Showing posts with label Winchester Mystery House. Show all posts
Showing posts with label Winchester Mystery House. Show all posts

Wednesday, July 20, 2016

Ghosts of the Winchester Mystery House


Last month when I talked about séances in the Old West, I told y'all I would blog about the Winchester Mansion this month. Well, I have since been reminded that fellow Sweetheart Paisley Kirkpatrick wrote about the history of the famous haunted mansion back in 2011.  http://bit.ly/2a7Yyu2

After reading Paisley's post, I decided there was no point in trying to match her splendid work. Instead, I'll share a few anecdotes about the mansion and its eccentric owner gleaned from Earl Murray's book, Ghosts Of The Old West. Available on Amazon, new in paperback or used in hard cover, this gem is a fun read you might want to pick up if you are intrigued by "Desert Spirits, Haunted Cabins, Lost Trail, and Other Strange Encounters" -- quoting the subtitle.


Winchestery Mystery House; photo by Jim Heaphy; Creative Commons Attribution-Share Alike 3.0 Unported







In his chapter "The Legacy of Winchester Mansion," Mr. Murray mentions Sarah Winchester's quirky home included many up-to-the-minute features such as modern heating and sewer systems, button-operated gas lights, three working elevators, fireplaces with hinged drops for ashes and concealed firewood boxes. Wool was used for insulation, a pioneering development, and Sarah fashioned a window catch based on the Winchester rifle trigger and trip-hammer design.


Sarah Winchester ca. 1865; public domain

The inventive lady even had a tiltable floor installed to get rid of water dumped on the floor (why it was dumped, Murray doesn't say). The water sluiced out a trap door onto her garden below. Sounds like she was quite an architect!

In the garden stood a statue of an Indian who Sarah named Chief Little Fawn. He could fire arrows at supposed enemies -- ghosts -- hiding in the shrubbery, and she hoped he might help her atone for all the Indians killed by the famous Winchester repeating rifle.

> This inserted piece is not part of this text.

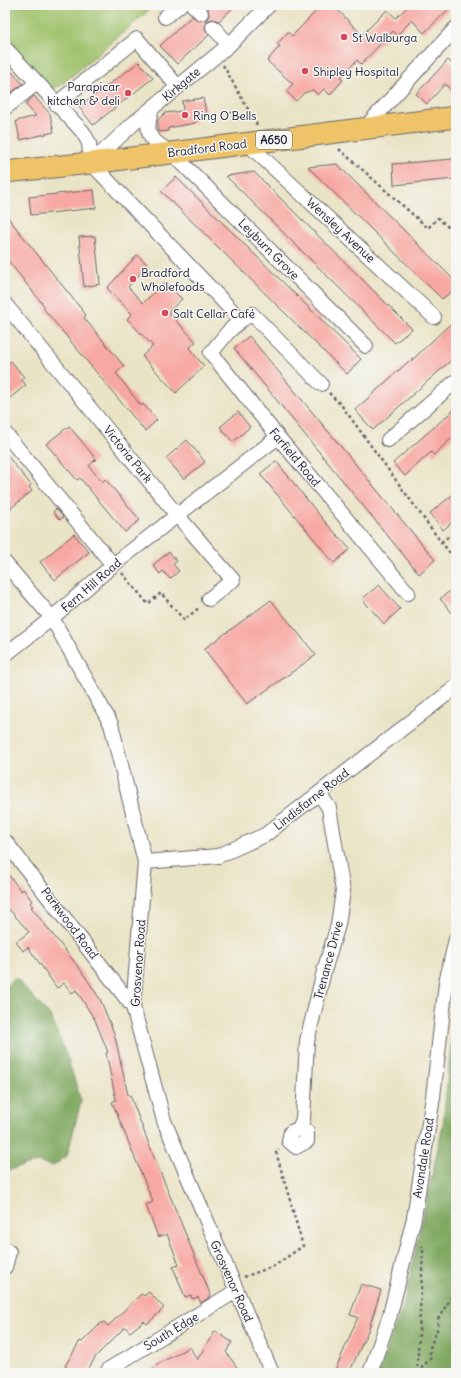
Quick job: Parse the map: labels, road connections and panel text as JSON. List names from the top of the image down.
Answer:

Chief Little Fawn; photo by Jesse Means; https://creativecommons.org/licenses/by-nc-nd/2.0/legalcode
Sarah spent much of her time in the Grand Ballroom, where she often played her rosewood grand piano through the night, or switched to a huge organ on the opposite side of the room. Why? Because she wanted to entertain the spirits who she believed were ever present. Since she suffered from severe arthritis in her later years, it was rumored someone else must be playing through her fingers.

Earl Murray offers other tidbits about Sarah's life in the mansion, but I'll skip ahead now to more recent times and relate some eerie happenings in the Winchester Mansion.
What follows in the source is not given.